In the eighth century manuscripts by various authors from different countries started mentioning a tribe named in Old Russia as Polovets people, in Central Europe - as the Comans, and in the East - as the Kypchaks.
Between the 8th-10th centuries the predomination of the Kimaks and Kypchaks first in Altai, Irtysh region and Eastern Kazakhstan becomes a determining factor in this vast region of steppes. The collapse of the state of the Kimaks in early 11th century and their drifting westwards to the Aral Sea and the Volga region became basic in the new phase of the Kimaks and Kypchaks migration settlement.

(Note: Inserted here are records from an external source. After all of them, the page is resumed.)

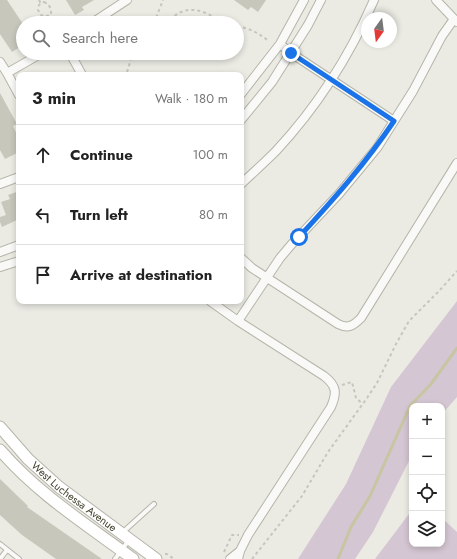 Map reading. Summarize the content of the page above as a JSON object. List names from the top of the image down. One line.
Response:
{"streets":{"street":["West Luchessa Avenue"]},"north":"bottom","page":{"search":"Search here","heading":["3 min","Walk · 180 m"],"list":[["Continue","100 m"],["Turn left","80 m"],"Arrive at destination"],"map_buttons":["+","−"]}} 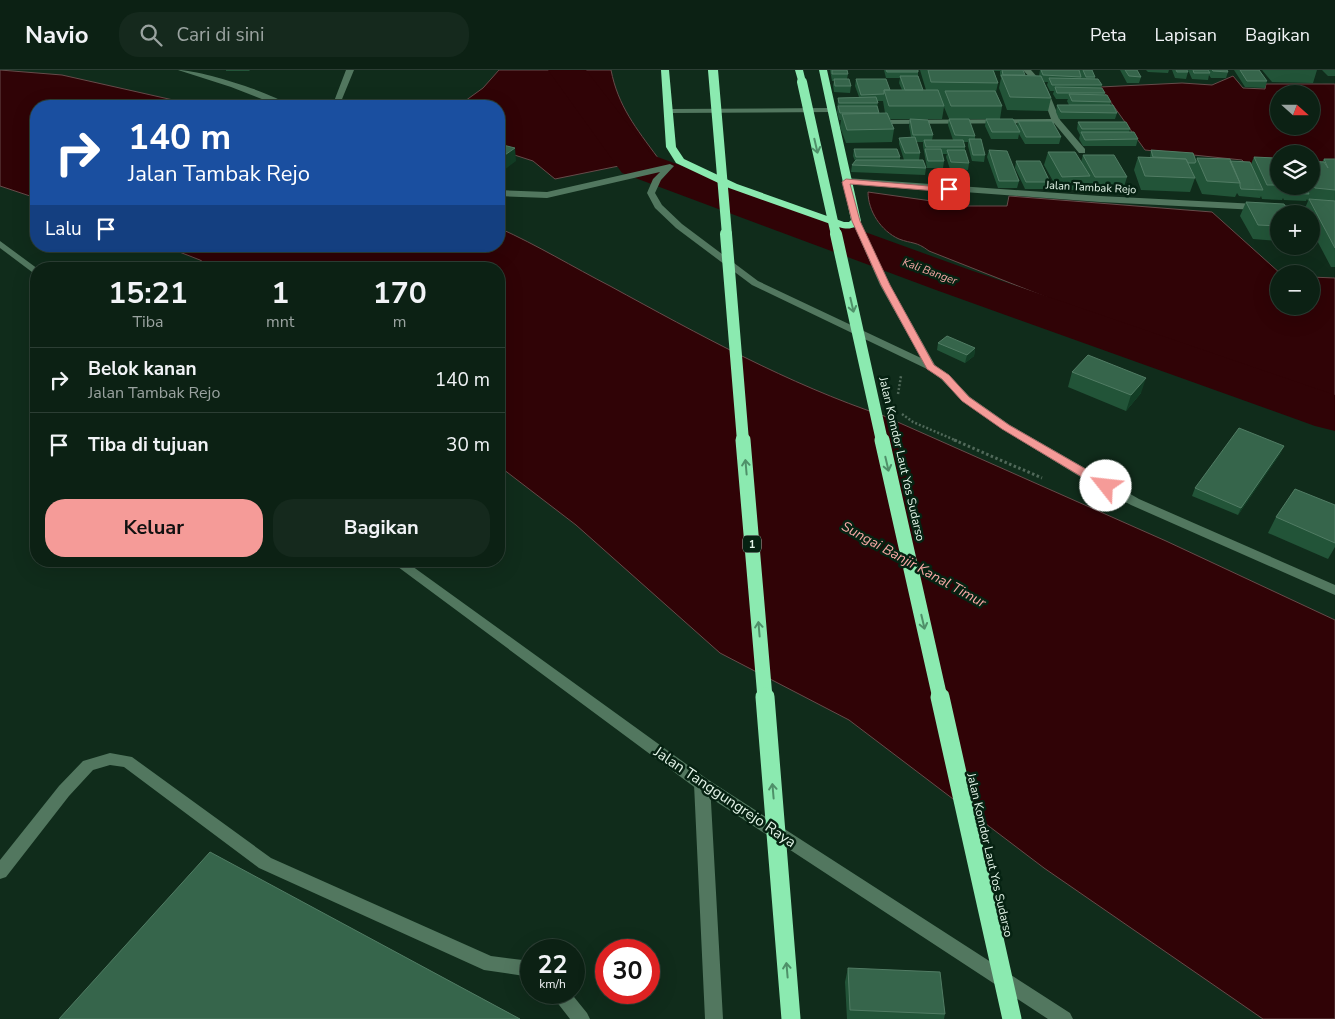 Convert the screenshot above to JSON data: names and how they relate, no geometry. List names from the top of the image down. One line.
{"streets":{"highway":["Jalan Komdor Laut Yos Sudarso","1"],"street":["Jalan Tambak Rejo","Jalan Tanggungrejo Raya"]},"water":["Kali Banger","Sungai Banjir Kanal Timur"],"north":"right","page":{"header":"Navio","search":"Cari di sini","nav":["Peta","Lapisan","Bagikan"],"map_buttons":["+","−"],"turn":["140 m","Jalan Tambak Rejo"],"then":"Lalu","eta":["15:21","Tiba","1","mnt","170","m"],"list":[{"name":"Belok kanan","note":"Jalan Tambak Rejo","value":"140 m"},{"name":"Tiba di tujuan","value":"30 m"}],"buttons":["Keluar","Bagikan"],"speed":"22 km/h","limit":"30"}} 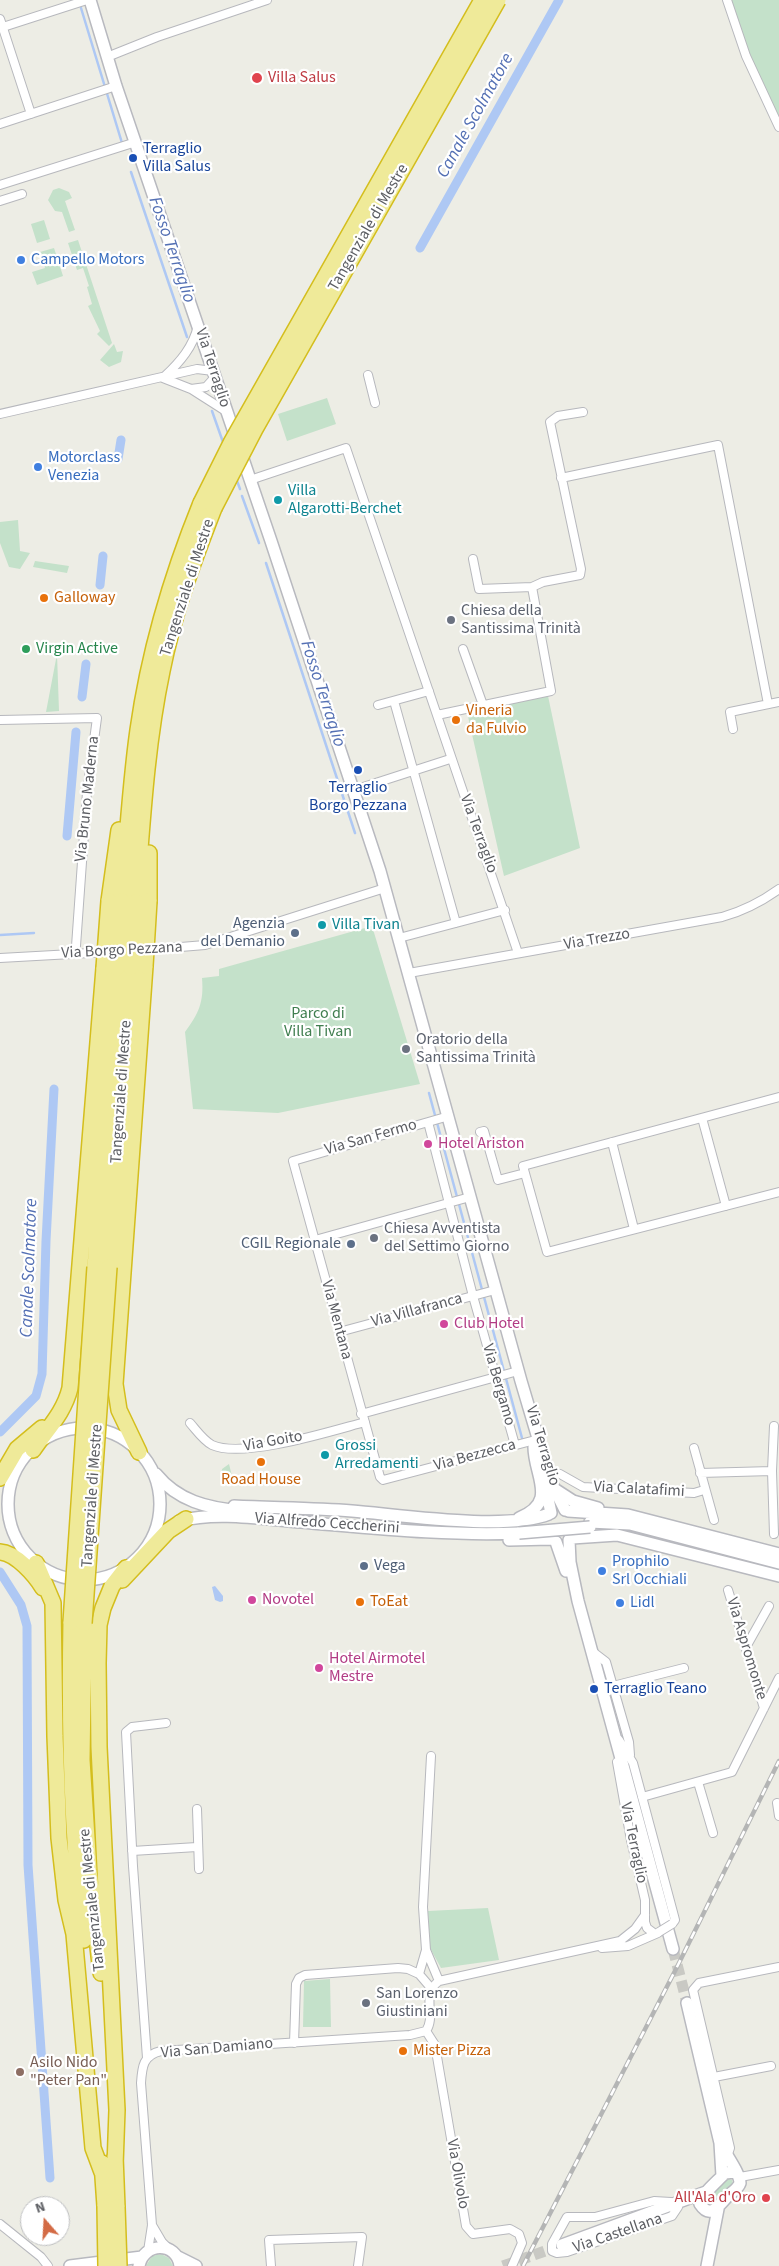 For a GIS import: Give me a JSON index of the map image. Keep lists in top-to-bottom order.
{
  "streets": {
    "highway": ["Tangenziale di Mestre"],
    "main road": ["Via Terraglio", "Via Alfredo Ceccherini", "Via Castellana"],
    "street": [
      "Via Bruno Maderna",
      "Via Trezzo",
      "Via Borgo Pezzana",
      "Via San Fermo",
      "Via Villafranca",
      "Via Mentana",
      "Via Bergamo",
      "Via Goito",
      "Via Bezzecca",
      "Via Calatafimi",
      "Via Aspromonte",
      "Via San Damiano",
      "Via Olivolo"
    ]
  },
  "crossings": [
    ["Via Terraglio", "Via Trezzo"],
    ["Via Terraglio", "Via Borgo Pezzana"],
    ["Via Terraglio", "Via San Fermo"],
    ["Via Terraglio", "Via Villafranca"],
    ["Via Terraglio", "Via Bergamo"],
    ["Via Terraglio", "Via Goito"],
    ["Via Terraglio", "Via Bezzecca"],
    ["Via Terraglio", "Via Calatafimi"],
    ["Via San Fermo", "Via Mentana"],
    ["Via San Fermo", "Via Bergamo"],
    ["Via Villafranca", "Via Mentana"],
    ["Via Villafranca", "Via Bergamo"],
    ["Via Mentana", "Via Goito"],
    ["Via Mentana", "Via Bezzecca"],
    ["Via Bergamo", "Via Goito"],
    ["Via Bergamo", "Via Bezzecca"],
    ["Via San Damiano", "Via Olivolo"]
  ],
  "water": ["Canale Scolmatore", "Fosso Terraglio"],
  "parks": ["Parco di Villa Tivan"],
  "places": [
    "Villa Salus",
    "Terraglio Villa Salus",
    "Campello Motors",
    "Motorclass Venezia",
    "Villa Algarotti-Berchet",
    "Galloway",
    "Chiesa della Santissima Trinità",
    "Virgin Active",
    "Vineria da Fulvio",
    "Terraglio Borgo Pezzana",
    "Villa Tivan",
    "Agenzia del Demanio",
    "Oratorio della Santissima Trinità",
    "Hotel Ariston",
    "Chiesa Avventista del Settimo Giorno",
    "CGIL Regionale",
    "Club Hotel",
    "Grossi Arredamenti",
    "Road House",
    "Vega",
    "Prophilo Srl Occhiali",
    "Novotel",
    "ToEat",
    "Lidl",
    "Hotel Airmotel Mestre",
    "Terraglio Teano",
    "San Lorenzo Giustiniani",
    "Mister Pizza",
    "Asilo Nido \"Peter Pan\"",
    "All'Ala d'Oro"
  ],
  "north": "top"
} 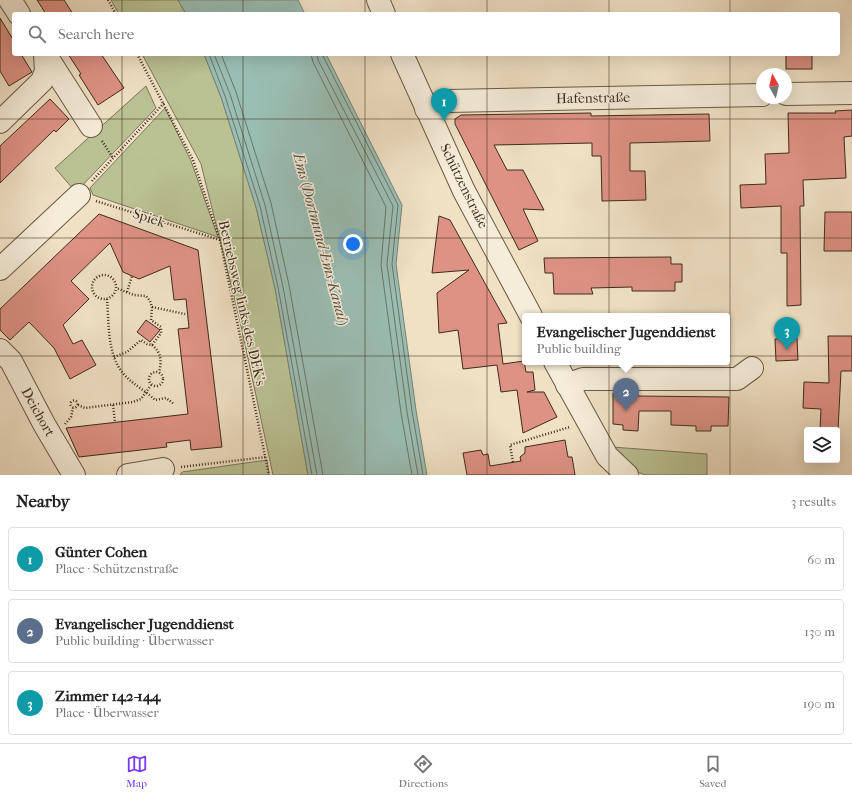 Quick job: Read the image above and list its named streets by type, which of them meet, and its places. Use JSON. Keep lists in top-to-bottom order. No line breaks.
{"streets":{"street":["Hafenstraße","Schützenstraße","Deichort"],"path":["Spiek","Betriebsweg links des DEK's"]},"crossings":[["Hafenstraße","Schützenstraße"],["Spiek","Betriebsweg links des DEK's"]],"water":["Ems (Dortmund-Ems-Kanal)"],"north":"top","page":{"search":"Search here","pins":["1","3","2"],"popup":["Evangelischer Jugenddienst","Public building"],"heading":["Nearby","3 results"],"list":[{"mark":"1","name":"Günter Cohen","note":"Place · Schützenstraße","value":"60 m"},{"mark":"2","name":"Evangelischer Jugenddienst","note":"Public building · Überwasser","value":"130 m"},{"mark":"3","name":"Zimmer 142-144","note":"Place · Überwasser","value":"190 m"}],"nav":["Map","Directions","Saved"]}}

During this period the following five main groups of Kypchak tribes were finally established:
    
    
    
    
    
    
    
    

1)Altai and Siberian;
2) Kazakhstan group covering the areas near the Ural river and also including the so-called Saksin i.e. the Itil-Jayik group;
3) the Don group including the North Caucasus subgroup;
4) the Dnieper group inclusive of the Crimean subgroup;
5) the Danube group including the Balkan subgroup. Besides certain groups of Kypchaks are known to have existed also in Fergana, East Turkestan and Kasgaria.
The 10th century A.D. witnessed the very beginning of the process of separating ethnic groups from the numerous tribe unions of the Slavs, the Roman and Germanic tribes, The Turkic tribe unions etc. inhabiting the Eurasian space. Thus to the West of the nomadic steppes the Russians were formed as a nation. At the same time the Great Steppe became a cradle where the the Kypchak people were formed as an ethnic community.
In the 10th century A.D. the Kypchaks turned into a ferocious and threatening power who made tremble the entire Arabic, Persian, Slavic Roman and Germanic worlds.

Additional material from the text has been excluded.